**Work instructions**
Copy out the lines of the material that include the string "bubble".

**Data supplied**
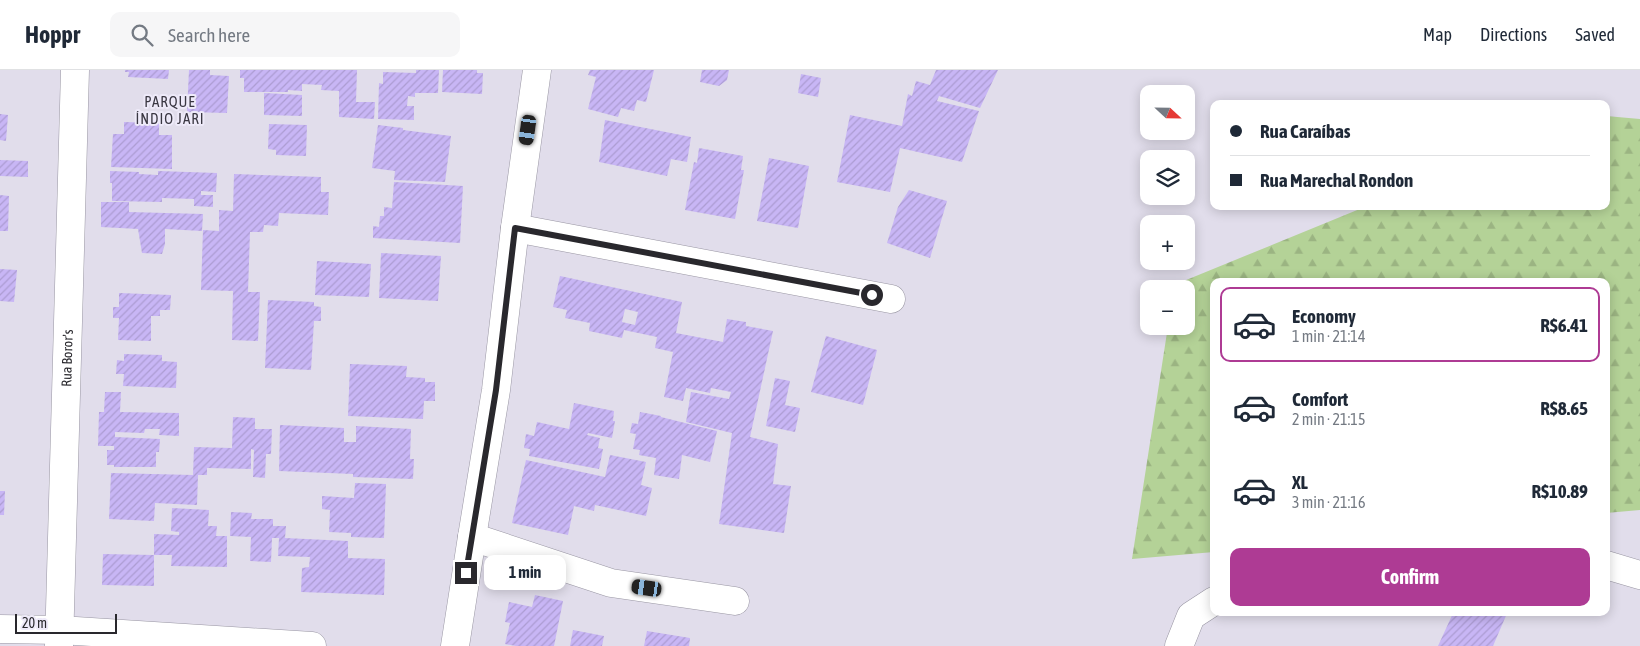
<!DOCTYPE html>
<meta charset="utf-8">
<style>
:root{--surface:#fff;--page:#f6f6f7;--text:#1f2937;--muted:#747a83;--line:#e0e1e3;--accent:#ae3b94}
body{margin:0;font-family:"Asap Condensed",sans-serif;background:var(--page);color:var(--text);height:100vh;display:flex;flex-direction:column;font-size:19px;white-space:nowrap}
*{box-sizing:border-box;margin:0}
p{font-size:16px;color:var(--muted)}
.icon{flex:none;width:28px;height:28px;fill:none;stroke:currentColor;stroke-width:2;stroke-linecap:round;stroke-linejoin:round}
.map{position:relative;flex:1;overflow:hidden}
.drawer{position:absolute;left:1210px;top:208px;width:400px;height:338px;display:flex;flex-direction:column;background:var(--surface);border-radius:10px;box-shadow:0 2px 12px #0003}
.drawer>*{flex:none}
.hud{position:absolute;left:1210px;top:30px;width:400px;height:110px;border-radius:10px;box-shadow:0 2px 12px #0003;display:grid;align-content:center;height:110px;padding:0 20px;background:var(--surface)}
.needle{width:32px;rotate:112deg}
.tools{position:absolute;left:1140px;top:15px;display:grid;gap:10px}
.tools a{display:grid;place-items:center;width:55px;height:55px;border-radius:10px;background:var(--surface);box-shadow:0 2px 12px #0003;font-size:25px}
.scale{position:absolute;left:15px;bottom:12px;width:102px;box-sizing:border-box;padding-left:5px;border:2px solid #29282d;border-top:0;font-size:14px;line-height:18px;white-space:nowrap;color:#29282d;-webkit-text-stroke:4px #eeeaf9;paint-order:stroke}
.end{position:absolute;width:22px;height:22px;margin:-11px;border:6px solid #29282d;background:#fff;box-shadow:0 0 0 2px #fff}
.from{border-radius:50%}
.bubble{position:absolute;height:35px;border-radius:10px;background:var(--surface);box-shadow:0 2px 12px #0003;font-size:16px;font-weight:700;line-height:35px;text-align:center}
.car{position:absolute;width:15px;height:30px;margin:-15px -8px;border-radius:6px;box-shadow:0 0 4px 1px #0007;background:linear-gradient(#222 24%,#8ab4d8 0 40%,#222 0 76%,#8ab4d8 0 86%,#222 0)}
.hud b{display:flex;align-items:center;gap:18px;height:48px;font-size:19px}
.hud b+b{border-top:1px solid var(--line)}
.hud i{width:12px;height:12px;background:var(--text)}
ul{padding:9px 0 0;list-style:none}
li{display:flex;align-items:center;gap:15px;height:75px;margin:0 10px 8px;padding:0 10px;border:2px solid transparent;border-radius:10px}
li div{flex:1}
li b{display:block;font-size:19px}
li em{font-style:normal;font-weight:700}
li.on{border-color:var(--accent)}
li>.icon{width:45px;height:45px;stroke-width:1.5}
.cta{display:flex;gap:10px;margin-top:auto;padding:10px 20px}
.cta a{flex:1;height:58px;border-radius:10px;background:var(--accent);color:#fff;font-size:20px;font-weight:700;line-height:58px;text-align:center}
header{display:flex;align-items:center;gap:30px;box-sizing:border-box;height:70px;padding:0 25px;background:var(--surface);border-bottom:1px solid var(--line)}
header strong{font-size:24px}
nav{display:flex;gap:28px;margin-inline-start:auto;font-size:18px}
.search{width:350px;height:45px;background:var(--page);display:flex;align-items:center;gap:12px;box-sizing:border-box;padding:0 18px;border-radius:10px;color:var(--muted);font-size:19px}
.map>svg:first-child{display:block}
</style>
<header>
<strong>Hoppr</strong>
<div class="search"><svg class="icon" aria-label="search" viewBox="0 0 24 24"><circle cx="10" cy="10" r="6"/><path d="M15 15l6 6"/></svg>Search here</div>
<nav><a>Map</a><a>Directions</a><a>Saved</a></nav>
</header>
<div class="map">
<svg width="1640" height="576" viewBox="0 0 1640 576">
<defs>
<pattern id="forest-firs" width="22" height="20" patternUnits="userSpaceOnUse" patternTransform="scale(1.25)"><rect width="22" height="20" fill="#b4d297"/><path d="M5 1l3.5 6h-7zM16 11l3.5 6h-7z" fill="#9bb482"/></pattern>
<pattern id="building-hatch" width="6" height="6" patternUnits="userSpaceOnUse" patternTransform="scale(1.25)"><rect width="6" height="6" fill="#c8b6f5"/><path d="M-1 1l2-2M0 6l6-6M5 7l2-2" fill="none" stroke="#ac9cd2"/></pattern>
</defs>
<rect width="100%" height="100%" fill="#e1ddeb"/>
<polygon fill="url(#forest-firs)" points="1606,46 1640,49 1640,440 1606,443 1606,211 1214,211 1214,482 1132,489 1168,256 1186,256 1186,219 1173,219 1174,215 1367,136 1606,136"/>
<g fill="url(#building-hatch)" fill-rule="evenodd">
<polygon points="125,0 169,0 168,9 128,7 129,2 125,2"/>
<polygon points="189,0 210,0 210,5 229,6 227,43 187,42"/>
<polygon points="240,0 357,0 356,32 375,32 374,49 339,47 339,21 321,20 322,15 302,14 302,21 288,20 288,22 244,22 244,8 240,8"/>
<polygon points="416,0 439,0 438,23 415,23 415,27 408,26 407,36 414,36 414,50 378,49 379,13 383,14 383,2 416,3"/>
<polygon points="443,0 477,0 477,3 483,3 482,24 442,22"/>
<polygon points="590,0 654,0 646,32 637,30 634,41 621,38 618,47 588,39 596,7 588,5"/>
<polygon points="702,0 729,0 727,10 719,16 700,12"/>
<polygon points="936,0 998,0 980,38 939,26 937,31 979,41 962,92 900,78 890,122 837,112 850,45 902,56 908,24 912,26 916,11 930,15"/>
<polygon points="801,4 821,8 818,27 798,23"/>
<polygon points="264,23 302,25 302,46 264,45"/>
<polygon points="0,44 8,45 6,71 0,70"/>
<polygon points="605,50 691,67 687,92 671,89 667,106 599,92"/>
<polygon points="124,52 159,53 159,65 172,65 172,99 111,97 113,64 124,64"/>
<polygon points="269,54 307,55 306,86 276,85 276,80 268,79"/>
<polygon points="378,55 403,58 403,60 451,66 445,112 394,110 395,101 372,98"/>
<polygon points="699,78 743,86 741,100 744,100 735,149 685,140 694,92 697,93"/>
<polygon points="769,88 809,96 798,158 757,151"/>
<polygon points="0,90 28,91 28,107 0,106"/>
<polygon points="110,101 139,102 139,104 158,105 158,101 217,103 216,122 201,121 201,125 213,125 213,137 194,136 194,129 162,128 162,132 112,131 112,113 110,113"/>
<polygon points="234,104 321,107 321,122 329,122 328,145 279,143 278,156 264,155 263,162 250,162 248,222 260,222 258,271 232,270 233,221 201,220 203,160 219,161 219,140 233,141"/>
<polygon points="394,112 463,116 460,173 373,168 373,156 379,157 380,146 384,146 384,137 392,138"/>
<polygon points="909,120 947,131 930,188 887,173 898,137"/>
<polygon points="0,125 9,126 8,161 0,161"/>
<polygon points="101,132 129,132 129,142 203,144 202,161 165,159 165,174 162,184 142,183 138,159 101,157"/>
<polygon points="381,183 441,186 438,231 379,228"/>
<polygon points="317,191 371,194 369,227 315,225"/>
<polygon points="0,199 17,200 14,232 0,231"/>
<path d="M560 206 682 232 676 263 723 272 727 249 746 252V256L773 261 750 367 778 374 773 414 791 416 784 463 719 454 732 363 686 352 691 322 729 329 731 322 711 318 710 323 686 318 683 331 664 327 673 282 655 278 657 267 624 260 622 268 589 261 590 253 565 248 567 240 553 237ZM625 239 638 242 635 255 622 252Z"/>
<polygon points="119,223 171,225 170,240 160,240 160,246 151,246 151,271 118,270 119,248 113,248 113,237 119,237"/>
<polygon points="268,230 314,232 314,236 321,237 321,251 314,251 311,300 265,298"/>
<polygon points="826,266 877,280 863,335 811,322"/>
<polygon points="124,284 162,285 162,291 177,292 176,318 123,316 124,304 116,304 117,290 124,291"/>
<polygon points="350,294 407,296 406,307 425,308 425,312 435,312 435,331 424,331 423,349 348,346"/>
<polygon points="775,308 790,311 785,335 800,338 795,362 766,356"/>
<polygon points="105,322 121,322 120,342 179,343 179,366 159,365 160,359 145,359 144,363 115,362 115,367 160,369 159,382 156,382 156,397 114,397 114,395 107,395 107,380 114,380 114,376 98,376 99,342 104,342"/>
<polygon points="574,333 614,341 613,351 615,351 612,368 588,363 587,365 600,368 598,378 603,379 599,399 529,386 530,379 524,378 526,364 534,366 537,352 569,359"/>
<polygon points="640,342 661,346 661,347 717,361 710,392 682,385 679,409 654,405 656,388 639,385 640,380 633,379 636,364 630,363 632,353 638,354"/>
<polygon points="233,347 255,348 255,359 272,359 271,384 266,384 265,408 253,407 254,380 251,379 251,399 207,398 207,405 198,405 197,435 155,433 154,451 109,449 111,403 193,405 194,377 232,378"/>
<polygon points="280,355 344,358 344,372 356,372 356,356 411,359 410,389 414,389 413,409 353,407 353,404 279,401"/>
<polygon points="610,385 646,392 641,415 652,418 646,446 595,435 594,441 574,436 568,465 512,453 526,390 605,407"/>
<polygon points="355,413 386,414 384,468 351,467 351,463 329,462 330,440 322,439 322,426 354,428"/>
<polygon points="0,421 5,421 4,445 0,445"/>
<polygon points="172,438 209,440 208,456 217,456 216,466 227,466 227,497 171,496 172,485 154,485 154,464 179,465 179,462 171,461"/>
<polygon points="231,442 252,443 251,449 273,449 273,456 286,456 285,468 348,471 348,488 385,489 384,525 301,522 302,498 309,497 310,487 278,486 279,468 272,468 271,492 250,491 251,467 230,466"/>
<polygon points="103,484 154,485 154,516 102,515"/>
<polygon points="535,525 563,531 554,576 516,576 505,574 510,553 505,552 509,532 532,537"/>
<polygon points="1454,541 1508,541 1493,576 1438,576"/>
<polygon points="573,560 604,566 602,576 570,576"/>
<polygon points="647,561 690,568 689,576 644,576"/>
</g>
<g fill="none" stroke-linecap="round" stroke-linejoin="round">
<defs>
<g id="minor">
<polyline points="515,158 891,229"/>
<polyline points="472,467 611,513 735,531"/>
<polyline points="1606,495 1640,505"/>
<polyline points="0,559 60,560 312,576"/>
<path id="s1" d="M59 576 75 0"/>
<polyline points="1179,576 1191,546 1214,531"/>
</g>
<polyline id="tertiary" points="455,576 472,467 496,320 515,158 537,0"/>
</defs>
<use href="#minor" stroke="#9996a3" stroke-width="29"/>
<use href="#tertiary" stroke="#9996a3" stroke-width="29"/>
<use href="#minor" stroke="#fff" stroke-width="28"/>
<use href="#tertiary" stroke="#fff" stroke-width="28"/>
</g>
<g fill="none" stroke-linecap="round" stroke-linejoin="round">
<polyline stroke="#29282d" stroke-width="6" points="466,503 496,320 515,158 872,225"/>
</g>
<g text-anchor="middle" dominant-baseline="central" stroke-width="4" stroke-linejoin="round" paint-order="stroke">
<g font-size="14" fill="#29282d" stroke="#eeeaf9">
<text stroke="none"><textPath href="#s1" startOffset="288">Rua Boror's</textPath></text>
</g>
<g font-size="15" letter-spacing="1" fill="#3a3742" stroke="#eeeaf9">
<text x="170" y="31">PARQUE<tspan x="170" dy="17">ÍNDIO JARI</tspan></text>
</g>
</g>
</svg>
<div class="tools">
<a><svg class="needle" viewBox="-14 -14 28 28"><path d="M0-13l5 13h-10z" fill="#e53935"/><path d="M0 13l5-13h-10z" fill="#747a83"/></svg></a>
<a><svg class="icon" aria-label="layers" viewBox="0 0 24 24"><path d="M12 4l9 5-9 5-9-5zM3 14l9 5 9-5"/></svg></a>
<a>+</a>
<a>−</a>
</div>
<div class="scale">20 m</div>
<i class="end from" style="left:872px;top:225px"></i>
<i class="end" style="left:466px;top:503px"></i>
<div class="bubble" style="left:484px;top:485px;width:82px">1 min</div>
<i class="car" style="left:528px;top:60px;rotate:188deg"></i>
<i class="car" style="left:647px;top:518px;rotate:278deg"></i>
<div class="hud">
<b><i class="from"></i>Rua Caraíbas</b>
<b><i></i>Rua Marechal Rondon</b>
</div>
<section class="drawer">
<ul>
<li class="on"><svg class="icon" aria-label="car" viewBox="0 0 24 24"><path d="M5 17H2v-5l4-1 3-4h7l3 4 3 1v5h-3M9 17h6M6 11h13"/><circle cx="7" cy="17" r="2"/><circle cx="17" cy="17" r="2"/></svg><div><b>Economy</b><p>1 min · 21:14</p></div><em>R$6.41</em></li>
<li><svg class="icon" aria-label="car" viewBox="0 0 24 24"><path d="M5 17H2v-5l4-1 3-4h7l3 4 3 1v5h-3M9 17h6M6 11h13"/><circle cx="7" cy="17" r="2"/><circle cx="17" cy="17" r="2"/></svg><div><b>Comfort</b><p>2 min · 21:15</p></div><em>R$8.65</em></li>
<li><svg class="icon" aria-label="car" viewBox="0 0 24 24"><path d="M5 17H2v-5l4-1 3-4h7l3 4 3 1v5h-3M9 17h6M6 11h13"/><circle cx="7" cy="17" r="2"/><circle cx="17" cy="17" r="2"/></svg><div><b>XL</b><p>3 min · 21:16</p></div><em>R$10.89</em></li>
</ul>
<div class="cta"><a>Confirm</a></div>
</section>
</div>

==

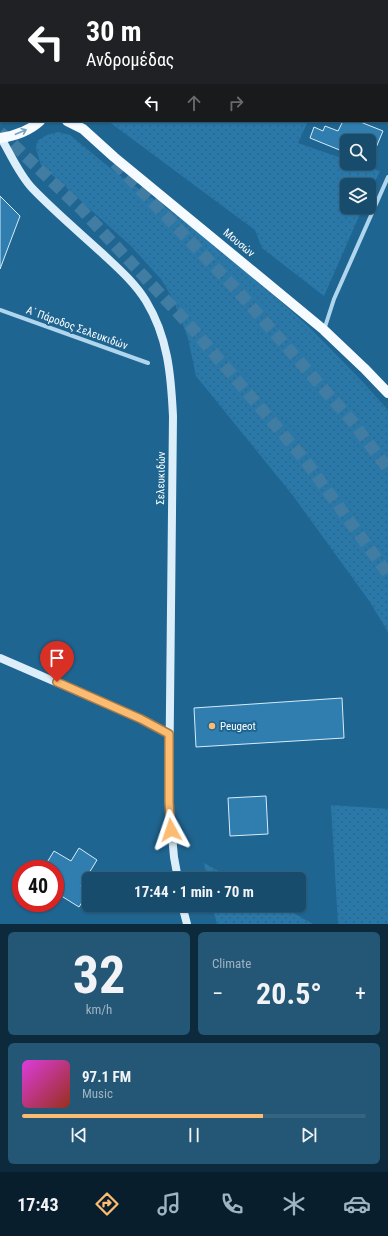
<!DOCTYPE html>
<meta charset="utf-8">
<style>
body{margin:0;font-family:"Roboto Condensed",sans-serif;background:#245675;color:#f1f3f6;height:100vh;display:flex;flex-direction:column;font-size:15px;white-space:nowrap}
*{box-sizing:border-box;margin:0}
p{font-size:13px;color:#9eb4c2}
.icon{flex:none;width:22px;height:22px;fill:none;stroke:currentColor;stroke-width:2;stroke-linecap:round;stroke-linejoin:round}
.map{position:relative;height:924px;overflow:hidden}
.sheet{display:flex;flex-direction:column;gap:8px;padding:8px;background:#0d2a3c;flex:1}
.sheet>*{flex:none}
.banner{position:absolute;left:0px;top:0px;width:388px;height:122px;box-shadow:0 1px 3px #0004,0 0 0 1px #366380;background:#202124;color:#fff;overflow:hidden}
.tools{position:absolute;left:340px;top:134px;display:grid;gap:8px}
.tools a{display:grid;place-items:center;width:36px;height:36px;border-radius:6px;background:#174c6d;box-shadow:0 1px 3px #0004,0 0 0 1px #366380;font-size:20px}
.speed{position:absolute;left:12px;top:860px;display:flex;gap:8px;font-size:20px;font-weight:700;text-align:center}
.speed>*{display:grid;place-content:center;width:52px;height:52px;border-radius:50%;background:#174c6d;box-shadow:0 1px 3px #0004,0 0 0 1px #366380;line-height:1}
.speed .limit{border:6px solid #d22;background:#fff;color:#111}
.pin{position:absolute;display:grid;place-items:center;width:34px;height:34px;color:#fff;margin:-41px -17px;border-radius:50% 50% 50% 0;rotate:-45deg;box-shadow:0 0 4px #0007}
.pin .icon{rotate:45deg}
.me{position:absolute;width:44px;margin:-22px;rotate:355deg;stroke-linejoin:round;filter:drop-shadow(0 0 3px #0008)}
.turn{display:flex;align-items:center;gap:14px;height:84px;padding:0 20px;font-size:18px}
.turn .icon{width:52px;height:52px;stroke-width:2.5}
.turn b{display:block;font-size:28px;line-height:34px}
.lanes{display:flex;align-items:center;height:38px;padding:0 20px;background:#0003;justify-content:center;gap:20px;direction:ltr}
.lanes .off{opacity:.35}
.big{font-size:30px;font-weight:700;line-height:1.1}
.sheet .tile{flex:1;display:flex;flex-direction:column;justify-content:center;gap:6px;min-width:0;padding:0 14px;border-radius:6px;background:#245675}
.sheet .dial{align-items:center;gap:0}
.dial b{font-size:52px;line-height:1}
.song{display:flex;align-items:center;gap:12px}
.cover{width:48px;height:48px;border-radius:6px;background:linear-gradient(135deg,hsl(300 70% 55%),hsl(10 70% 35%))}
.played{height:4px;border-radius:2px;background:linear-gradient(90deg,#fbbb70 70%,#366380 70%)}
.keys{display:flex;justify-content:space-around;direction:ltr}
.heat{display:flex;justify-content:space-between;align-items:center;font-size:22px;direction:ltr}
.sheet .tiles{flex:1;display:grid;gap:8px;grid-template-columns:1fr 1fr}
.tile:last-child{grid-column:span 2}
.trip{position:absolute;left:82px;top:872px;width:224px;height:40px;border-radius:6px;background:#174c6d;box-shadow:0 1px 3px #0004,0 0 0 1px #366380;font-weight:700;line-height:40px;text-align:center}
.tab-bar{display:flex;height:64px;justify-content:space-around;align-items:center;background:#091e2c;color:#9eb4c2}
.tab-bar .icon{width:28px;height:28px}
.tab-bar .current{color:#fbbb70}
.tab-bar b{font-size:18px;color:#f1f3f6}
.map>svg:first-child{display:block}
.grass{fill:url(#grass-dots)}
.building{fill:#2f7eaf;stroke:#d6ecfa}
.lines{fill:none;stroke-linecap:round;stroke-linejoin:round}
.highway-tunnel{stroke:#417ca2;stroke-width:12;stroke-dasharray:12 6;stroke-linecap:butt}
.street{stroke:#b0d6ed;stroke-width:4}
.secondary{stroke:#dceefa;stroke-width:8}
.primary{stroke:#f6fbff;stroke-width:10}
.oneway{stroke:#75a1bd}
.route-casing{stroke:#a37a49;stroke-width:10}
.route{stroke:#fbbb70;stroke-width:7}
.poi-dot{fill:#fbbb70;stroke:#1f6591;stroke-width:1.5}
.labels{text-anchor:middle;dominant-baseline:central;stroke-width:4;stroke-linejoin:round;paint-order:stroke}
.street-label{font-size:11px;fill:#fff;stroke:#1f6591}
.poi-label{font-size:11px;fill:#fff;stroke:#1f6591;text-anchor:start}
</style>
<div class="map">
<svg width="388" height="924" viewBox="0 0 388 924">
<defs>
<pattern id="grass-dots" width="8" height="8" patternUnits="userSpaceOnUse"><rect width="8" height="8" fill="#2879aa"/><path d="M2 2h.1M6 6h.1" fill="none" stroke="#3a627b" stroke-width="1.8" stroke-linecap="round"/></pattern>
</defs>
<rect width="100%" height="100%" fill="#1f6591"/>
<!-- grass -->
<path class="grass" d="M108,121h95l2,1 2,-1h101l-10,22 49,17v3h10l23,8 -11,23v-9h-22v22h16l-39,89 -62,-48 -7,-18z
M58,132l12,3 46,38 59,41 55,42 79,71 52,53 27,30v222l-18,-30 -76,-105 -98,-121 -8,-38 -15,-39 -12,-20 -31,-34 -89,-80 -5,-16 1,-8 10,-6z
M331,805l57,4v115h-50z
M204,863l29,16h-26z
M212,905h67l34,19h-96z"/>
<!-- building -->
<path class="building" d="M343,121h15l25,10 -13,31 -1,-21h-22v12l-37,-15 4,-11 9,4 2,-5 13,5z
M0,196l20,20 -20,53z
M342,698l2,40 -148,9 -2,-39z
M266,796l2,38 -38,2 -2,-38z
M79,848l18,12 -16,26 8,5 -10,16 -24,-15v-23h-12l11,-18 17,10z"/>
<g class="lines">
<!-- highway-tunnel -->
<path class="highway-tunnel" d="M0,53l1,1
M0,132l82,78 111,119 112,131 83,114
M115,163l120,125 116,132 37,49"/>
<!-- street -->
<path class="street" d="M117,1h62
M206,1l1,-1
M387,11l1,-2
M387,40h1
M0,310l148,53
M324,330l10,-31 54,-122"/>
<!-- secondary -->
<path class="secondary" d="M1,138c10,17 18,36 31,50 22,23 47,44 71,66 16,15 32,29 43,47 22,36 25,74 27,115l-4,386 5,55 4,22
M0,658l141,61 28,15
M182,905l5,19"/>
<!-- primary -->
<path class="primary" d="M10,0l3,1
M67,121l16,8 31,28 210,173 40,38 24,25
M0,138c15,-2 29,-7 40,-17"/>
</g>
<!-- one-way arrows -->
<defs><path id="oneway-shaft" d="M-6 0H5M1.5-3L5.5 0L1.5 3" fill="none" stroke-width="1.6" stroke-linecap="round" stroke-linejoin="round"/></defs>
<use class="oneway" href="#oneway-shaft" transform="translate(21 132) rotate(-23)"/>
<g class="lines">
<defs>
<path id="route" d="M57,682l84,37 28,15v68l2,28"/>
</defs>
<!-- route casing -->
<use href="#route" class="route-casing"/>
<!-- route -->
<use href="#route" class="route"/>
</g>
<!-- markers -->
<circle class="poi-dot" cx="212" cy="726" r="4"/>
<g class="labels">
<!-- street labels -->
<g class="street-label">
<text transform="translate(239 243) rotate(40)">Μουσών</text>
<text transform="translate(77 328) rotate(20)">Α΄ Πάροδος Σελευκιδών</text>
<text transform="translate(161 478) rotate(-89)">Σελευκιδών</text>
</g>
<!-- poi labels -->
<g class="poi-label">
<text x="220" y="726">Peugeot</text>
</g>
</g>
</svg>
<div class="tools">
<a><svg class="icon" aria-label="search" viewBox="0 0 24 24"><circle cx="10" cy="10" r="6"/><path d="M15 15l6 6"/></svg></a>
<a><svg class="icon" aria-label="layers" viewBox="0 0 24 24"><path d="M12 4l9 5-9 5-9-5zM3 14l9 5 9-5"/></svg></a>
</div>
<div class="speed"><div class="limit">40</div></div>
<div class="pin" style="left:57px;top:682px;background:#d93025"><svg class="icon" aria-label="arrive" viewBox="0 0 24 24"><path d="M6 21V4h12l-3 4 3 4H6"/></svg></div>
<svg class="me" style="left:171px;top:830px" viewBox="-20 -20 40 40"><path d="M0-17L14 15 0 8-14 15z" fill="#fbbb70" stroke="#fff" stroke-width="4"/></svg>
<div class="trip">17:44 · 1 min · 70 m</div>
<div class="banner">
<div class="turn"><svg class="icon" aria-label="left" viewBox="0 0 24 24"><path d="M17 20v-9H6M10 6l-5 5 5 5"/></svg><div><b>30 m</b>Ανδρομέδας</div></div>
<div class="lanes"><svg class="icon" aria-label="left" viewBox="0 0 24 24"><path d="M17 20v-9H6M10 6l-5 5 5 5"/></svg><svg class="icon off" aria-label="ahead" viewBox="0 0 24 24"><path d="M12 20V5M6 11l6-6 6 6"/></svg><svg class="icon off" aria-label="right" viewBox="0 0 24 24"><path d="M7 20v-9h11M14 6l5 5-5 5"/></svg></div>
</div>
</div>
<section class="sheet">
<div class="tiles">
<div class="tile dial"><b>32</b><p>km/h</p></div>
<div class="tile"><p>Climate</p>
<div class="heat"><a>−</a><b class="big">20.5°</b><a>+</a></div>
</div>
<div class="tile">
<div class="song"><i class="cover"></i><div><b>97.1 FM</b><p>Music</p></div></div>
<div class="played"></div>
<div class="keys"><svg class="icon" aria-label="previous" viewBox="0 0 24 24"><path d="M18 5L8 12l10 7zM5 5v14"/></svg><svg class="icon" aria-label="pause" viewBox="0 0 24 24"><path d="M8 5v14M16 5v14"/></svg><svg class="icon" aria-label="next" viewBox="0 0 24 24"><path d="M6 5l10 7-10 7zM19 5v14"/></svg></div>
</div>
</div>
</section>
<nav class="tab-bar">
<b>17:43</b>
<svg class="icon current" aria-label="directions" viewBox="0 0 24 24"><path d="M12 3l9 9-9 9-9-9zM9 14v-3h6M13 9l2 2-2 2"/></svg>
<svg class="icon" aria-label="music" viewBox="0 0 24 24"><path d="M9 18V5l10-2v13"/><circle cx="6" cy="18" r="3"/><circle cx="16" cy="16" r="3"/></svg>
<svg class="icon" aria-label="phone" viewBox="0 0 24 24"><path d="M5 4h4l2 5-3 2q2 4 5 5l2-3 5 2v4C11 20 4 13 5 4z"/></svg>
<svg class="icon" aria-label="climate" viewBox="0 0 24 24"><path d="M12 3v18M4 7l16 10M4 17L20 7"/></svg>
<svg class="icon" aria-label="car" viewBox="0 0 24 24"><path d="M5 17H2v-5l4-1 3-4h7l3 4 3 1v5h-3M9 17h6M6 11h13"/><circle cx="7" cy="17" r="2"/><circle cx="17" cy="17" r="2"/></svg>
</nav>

**Reply**
.bubble{position:absolute;height:35px;border-radius:10px;background:var(--surface);box-shadow:0 2px 12px #0003;font-size:16px;font-weight:700;line-height:35px;text-align:center}
<div class="bubble" style="left:484px;top:485px;width:82px">1 min</div>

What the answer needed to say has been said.